Overstock CEO Says Blockchain Can End Global Poverty

Overstock CEO Patrick Byrne believes that blockchain might be the world’s greatest hope in ending global poverty. In an exclusive interview with FOX Business, Byrne said he is looking for suitors who may be interested in his new venture with world-renowned Peruvian economist Hernando de Soto Polar to end poverty with blockchain technology.

“When we first started taking bitcoin, I said back then four years ago, the main event of bitcoin isn’t bitcoin  it’s this thing called blockchain. We are going to change the world with blockchain,” Byrne said.

The venture, announced last week, will develop a global property registry system to surface the property rights of billions of people in the developing world. The new company DeSoto, Inc. plans to build solutions to empower individuals through property ownership.

“I envision a world in which people with rights to their property and business assets pull themselves — and their communities — out of poverty,” said de Soto in a press release. “About 80 percent of the world’s population is unable to enter into the modern global economy due to lack of visible and standardized property records. Billions of people have resources that cannot easily be transformed into productive capital. Blockchain is a powerful tool to solve these structural issues, which are some of the principal causes of poverty and conflict.”

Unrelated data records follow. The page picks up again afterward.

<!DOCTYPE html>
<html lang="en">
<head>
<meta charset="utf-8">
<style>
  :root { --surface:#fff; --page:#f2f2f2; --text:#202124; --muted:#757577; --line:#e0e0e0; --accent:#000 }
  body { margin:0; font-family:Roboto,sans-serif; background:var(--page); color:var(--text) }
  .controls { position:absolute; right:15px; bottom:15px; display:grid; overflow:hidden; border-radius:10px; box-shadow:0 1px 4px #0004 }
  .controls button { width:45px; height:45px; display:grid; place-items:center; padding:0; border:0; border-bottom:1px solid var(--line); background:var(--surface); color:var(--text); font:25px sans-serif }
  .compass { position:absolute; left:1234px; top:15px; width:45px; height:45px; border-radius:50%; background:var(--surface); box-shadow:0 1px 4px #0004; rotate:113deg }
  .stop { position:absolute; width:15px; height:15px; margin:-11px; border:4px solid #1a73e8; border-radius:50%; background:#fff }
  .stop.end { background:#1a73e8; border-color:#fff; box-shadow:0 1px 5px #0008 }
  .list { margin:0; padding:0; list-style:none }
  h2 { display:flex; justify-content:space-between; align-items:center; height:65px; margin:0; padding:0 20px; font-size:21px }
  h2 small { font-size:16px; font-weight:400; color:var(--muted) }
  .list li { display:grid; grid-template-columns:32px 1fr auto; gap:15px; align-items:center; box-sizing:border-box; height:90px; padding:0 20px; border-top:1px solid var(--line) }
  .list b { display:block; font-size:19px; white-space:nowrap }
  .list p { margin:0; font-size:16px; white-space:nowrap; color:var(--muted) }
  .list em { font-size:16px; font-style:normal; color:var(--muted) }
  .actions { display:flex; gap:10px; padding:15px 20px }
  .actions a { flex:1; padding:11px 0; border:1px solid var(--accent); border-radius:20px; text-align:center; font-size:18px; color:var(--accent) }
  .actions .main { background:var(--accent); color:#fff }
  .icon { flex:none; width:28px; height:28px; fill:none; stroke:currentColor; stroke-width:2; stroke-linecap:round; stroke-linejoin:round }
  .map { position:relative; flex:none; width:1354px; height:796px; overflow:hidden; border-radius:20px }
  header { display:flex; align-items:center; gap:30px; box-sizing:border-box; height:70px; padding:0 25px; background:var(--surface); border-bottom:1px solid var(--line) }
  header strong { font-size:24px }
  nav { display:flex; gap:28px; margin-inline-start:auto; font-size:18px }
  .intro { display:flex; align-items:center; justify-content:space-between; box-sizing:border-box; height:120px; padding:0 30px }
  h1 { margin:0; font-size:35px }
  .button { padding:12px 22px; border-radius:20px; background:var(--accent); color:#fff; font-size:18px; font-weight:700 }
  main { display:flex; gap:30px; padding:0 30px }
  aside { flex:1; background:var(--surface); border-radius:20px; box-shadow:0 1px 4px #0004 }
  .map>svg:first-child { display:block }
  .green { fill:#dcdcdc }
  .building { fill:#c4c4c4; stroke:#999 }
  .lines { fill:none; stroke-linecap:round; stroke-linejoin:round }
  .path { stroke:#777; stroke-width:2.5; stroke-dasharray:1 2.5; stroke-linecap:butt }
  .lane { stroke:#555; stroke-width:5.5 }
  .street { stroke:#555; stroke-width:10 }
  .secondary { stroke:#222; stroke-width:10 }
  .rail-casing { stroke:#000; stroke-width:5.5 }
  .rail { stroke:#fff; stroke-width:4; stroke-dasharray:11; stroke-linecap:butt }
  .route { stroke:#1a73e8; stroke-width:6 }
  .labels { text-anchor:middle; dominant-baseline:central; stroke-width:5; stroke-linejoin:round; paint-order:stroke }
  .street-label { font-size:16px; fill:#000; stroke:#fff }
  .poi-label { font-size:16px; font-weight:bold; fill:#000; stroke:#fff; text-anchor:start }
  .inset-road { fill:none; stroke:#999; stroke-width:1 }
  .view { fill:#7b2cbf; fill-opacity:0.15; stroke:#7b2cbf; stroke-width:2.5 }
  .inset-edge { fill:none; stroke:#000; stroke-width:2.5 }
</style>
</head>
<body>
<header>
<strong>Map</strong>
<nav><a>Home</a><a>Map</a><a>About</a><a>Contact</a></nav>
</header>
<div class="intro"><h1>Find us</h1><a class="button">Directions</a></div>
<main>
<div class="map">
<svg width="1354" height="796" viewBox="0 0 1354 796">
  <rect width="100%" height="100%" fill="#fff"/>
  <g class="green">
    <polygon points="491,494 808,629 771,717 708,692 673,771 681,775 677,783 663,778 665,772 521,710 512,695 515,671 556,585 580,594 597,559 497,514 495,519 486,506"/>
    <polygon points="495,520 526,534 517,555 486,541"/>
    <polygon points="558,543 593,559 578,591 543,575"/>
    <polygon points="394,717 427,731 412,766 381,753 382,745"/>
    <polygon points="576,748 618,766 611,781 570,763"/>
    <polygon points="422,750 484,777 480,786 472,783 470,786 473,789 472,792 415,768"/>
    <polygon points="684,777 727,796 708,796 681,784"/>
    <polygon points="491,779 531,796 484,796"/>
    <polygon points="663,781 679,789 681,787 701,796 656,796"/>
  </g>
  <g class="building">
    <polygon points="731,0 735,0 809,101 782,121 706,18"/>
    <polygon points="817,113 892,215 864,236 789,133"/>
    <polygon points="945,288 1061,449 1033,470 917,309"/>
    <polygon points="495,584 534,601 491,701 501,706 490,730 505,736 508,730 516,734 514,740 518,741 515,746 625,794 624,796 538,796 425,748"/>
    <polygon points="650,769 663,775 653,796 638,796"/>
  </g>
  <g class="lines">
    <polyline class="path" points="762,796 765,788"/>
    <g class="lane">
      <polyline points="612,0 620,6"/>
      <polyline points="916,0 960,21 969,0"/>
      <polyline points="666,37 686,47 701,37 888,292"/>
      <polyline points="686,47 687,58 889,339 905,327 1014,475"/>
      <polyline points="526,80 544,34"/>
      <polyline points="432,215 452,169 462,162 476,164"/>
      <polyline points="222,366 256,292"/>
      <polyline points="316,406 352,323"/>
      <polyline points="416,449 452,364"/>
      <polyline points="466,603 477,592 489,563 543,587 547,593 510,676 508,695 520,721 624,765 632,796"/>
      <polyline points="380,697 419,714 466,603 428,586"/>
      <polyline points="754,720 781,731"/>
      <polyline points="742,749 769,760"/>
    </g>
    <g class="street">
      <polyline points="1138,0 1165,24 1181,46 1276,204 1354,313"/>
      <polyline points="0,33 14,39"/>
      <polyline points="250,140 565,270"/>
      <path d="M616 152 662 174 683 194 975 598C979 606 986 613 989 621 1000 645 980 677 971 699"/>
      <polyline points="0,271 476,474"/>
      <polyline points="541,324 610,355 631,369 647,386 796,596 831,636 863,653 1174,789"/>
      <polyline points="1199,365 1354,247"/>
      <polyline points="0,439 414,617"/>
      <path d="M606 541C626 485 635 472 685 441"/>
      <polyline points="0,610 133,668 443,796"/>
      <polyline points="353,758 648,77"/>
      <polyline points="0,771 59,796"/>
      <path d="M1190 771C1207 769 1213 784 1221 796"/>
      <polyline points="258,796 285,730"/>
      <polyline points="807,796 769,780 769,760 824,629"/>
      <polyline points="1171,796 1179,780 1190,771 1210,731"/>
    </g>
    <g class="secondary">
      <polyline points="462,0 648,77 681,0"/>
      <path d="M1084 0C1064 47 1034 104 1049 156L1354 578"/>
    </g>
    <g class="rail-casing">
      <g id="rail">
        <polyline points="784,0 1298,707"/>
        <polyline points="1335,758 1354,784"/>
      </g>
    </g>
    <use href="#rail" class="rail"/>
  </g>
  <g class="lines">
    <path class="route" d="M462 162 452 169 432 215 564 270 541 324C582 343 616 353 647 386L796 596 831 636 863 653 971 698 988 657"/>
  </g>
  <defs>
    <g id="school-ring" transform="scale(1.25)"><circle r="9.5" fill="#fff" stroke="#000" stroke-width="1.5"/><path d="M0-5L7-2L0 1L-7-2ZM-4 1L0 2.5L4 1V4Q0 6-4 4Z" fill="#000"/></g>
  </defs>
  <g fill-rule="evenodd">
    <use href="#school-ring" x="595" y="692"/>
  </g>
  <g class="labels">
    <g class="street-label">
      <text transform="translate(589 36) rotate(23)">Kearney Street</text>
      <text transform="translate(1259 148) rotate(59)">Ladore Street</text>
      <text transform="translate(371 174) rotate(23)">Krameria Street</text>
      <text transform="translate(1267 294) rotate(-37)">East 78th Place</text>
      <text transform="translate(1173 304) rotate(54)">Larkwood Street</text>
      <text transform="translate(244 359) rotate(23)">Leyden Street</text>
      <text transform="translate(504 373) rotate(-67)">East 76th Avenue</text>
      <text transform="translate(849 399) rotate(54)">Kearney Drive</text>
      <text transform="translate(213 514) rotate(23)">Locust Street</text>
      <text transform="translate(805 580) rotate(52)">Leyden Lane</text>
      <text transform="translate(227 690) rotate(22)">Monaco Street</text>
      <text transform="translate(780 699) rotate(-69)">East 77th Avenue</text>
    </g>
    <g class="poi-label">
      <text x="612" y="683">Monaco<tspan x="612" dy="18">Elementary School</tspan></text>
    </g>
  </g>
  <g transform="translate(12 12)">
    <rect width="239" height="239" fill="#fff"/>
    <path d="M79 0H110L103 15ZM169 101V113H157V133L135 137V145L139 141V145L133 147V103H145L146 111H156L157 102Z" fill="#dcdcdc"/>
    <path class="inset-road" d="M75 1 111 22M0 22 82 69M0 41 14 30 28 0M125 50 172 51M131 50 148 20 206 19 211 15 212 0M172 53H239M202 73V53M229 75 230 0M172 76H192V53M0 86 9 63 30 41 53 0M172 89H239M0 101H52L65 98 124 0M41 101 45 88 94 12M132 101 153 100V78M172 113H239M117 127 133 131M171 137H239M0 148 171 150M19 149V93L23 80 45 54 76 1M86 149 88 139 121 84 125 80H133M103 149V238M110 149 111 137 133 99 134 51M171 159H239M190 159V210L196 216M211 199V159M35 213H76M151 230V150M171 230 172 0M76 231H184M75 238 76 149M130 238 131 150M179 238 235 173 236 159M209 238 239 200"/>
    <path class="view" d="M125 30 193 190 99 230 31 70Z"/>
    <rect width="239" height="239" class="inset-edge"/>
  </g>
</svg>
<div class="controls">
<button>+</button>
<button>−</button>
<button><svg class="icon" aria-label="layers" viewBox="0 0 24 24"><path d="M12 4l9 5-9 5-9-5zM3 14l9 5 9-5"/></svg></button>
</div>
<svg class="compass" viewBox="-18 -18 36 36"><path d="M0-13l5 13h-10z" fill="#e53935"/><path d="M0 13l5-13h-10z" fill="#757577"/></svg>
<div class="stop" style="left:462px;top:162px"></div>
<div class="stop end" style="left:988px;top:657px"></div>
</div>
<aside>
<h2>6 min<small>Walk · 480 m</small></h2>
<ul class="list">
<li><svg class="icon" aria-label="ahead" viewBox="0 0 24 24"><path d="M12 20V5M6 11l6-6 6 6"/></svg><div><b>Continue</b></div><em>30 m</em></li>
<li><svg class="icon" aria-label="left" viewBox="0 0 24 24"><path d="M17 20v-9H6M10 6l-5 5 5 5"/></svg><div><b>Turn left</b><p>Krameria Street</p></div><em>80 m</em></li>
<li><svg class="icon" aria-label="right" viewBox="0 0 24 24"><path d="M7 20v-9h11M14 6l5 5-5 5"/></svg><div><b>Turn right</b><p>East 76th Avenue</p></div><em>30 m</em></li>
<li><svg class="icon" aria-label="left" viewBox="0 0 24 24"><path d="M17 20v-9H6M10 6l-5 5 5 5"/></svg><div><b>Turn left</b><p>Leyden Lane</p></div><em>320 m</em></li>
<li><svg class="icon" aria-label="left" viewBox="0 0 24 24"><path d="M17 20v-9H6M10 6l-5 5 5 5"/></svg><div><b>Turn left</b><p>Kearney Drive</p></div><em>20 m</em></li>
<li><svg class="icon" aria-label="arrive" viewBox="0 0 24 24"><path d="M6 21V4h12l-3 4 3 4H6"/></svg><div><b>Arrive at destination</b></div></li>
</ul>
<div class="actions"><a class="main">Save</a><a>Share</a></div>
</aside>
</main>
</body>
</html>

Byrne is considered a blockchain technology leader: Overstock became the first major retailer to accept the cryptocurrency in 2014.

“What works in the United States  the most successful, prosperous and probably democratic country in the world  should be extendable to the rest of the universe, and we can do it with your technology,” de Soto said to FOX.

Byrne has been a long-time advocate for bitcoin and said the blockchain technology can lift billions out of poverty.

He said, “Hernando and I intend to use blockchain technology to empower and enfranchise the 5 billion people who live outside formal economies within five years.”